Exercise description
Reproduce exactly the lines that run from the start of the records below to the line with "function fillPath(path, color)", inclusive.
╭─ Task inputs
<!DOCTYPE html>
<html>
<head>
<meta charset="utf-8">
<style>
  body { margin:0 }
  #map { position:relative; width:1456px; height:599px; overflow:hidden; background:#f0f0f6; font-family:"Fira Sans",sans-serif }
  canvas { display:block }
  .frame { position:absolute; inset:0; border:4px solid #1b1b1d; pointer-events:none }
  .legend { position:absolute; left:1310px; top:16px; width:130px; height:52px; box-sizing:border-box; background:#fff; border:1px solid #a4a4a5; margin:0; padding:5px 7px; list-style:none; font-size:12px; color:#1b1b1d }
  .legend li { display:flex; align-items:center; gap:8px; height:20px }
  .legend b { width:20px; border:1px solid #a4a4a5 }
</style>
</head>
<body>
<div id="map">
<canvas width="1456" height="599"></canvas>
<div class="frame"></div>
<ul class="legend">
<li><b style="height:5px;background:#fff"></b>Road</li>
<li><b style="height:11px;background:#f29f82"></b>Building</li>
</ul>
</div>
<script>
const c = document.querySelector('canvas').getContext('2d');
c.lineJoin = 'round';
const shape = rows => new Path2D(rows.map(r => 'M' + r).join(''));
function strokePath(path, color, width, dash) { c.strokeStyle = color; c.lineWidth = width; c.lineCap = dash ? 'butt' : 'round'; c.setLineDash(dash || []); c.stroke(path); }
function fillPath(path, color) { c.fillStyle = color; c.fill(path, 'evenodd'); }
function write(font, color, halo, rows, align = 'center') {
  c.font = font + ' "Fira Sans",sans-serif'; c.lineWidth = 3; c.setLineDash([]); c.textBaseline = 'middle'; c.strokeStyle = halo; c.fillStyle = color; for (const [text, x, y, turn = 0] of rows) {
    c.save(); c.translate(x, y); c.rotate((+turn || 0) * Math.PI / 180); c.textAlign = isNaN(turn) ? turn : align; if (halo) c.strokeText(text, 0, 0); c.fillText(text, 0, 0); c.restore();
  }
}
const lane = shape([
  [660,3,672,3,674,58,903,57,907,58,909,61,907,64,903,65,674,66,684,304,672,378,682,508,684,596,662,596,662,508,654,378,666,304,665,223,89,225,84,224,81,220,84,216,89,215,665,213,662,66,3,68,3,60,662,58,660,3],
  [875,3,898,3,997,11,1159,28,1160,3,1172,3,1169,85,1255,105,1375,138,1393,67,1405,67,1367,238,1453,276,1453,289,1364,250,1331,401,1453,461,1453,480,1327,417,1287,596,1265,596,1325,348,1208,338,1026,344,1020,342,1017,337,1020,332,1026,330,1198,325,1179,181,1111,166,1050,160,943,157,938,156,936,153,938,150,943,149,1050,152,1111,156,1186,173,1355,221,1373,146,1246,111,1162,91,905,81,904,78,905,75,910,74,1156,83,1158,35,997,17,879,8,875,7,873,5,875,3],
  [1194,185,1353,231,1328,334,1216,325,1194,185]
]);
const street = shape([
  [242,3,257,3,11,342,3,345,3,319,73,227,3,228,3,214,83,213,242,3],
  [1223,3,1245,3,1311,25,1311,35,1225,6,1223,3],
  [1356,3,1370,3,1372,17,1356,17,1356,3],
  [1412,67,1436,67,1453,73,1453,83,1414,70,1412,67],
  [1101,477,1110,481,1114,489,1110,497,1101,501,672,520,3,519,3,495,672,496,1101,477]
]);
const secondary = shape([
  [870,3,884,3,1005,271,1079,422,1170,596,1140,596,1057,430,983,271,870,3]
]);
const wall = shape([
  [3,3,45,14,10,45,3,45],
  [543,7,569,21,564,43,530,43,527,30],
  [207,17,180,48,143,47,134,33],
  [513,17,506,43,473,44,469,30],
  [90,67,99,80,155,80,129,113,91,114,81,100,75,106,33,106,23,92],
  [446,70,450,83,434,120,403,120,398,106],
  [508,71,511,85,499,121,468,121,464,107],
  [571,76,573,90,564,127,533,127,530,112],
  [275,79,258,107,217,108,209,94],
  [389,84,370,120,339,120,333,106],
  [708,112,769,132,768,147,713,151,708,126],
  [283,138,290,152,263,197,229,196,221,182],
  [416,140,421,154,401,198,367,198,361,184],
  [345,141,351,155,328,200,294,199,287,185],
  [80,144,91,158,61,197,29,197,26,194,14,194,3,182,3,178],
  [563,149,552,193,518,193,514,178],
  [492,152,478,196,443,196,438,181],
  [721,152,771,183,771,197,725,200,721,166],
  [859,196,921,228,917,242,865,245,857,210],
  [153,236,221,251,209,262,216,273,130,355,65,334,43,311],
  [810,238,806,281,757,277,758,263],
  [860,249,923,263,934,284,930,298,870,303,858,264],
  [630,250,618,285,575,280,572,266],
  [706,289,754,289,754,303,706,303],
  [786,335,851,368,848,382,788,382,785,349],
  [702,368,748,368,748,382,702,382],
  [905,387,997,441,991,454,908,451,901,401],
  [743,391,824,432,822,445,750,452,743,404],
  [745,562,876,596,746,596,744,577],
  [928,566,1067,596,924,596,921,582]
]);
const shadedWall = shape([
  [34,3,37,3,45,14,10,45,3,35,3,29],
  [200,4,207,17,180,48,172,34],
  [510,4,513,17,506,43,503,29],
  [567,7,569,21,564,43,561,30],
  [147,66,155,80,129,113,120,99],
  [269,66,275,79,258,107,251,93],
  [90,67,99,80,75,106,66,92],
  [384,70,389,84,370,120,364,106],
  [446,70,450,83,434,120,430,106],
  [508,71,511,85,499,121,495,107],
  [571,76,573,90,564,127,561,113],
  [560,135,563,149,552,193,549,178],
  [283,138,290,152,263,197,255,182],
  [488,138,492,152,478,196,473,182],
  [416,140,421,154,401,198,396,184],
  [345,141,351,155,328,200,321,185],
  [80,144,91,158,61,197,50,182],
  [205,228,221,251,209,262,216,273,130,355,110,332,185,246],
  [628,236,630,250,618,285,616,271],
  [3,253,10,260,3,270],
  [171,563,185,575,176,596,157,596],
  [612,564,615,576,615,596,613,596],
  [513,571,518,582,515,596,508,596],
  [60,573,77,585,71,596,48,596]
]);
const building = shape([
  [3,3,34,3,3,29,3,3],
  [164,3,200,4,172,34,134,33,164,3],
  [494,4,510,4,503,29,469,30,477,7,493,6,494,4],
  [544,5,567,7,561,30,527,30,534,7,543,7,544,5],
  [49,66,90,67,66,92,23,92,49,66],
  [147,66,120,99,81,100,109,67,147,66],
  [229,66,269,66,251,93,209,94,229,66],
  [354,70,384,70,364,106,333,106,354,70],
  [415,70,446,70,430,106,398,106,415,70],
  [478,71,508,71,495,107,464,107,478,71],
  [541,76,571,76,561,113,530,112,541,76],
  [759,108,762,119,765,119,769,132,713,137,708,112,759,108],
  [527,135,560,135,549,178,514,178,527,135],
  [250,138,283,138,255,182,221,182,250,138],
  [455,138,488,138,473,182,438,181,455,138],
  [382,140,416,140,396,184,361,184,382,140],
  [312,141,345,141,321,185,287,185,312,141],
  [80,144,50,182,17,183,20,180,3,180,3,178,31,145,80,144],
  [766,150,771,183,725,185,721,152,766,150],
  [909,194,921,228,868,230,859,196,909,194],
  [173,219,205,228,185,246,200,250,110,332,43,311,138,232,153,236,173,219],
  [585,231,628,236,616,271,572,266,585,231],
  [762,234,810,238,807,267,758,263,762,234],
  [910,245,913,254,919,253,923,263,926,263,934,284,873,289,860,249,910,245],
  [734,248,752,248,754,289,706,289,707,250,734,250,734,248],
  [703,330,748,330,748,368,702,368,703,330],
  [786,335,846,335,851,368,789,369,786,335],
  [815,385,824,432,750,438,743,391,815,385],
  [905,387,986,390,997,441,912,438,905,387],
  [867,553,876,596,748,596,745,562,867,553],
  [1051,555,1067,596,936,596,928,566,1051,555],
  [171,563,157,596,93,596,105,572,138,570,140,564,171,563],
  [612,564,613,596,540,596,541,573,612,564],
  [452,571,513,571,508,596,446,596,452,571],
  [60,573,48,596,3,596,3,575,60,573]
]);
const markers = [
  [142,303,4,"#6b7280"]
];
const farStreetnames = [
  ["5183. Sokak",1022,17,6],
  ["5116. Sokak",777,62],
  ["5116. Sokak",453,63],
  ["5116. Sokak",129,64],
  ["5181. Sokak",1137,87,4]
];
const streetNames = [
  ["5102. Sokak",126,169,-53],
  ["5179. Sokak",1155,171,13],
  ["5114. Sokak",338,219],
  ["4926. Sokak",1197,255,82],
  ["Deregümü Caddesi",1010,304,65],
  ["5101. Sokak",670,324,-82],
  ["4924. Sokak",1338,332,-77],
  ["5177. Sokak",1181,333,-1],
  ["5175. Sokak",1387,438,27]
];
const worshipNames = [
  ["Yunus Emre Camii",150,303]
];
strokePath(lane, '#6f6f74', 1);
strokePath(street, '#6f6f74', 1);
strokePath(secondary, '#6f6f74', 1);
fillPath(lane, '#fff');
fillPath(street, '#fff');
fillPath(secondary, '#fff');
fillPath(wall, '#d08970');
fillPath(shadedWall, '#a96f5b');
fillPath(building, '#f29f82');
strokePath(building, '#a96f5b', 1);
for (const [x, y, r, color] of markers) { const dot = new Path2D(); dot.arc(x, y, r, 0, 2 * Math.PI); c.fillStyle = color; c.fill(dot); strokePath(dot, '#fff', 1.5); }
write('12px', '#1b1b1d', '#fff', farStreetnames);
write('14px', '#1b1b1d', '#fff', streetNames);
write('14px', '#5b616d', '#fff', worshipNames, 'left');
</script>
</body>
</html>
╰─
Answer for this exercise
<!DOCTYPE html>
<html>
<head>
<meta charset="utf-8">
<style>
  body { margin:0 }
  #map { position:relative; width:1456px; height:599px; overflow:hidden; background:#f0f0f6; font-family:"Fira Sans",sans-serif }
  canvas { display:block }
  .frame { position:absolute; inset:0; border:4px solid #1b1b1d; pointer-events:none }
  .legend { position:absolute; left:1310px; top:16px; width:130px; height:52px; box-sizing:border-box; background:#fff; border:1px solid #a4a4a5; margin:0; padding:5px 7px; list-style:none; font-size:12px; color:#1b1b1d }
  .legend li { display:flex; align-items:center; gap:8px; height:20px }
  .legend b { width:20px; border:1px solid #a4a4a5 }
</style>
</head>
<body>
<div id="map">
<canvas width="1456" height="599"></canvas>
<div class="frame"></div>
<ul class="legend">
<li><b style="height:5px;background:#fff"></b>Road</li>
<li><b style="height:11px;background:#f29f82"></b>Building</li>
</ul>
</div>
<script>
const c = document.querySelector('canvas').getContext('2d');
c.lineJoin = 'round';
const shape = rows => new Path2D(rows.map(r => 'M' + r).join(''));
function strokePath(path, color, width, dash) { c.strokeStyle = color; c.lineWidth = width; c.lineCap = dash ? 'butt' : 'round'; c.setLineDash(dash || []); c.stroke(path); }
function fillPath(path, color) { c.fillStyle = color; c.fill(path, 'evenodd'); }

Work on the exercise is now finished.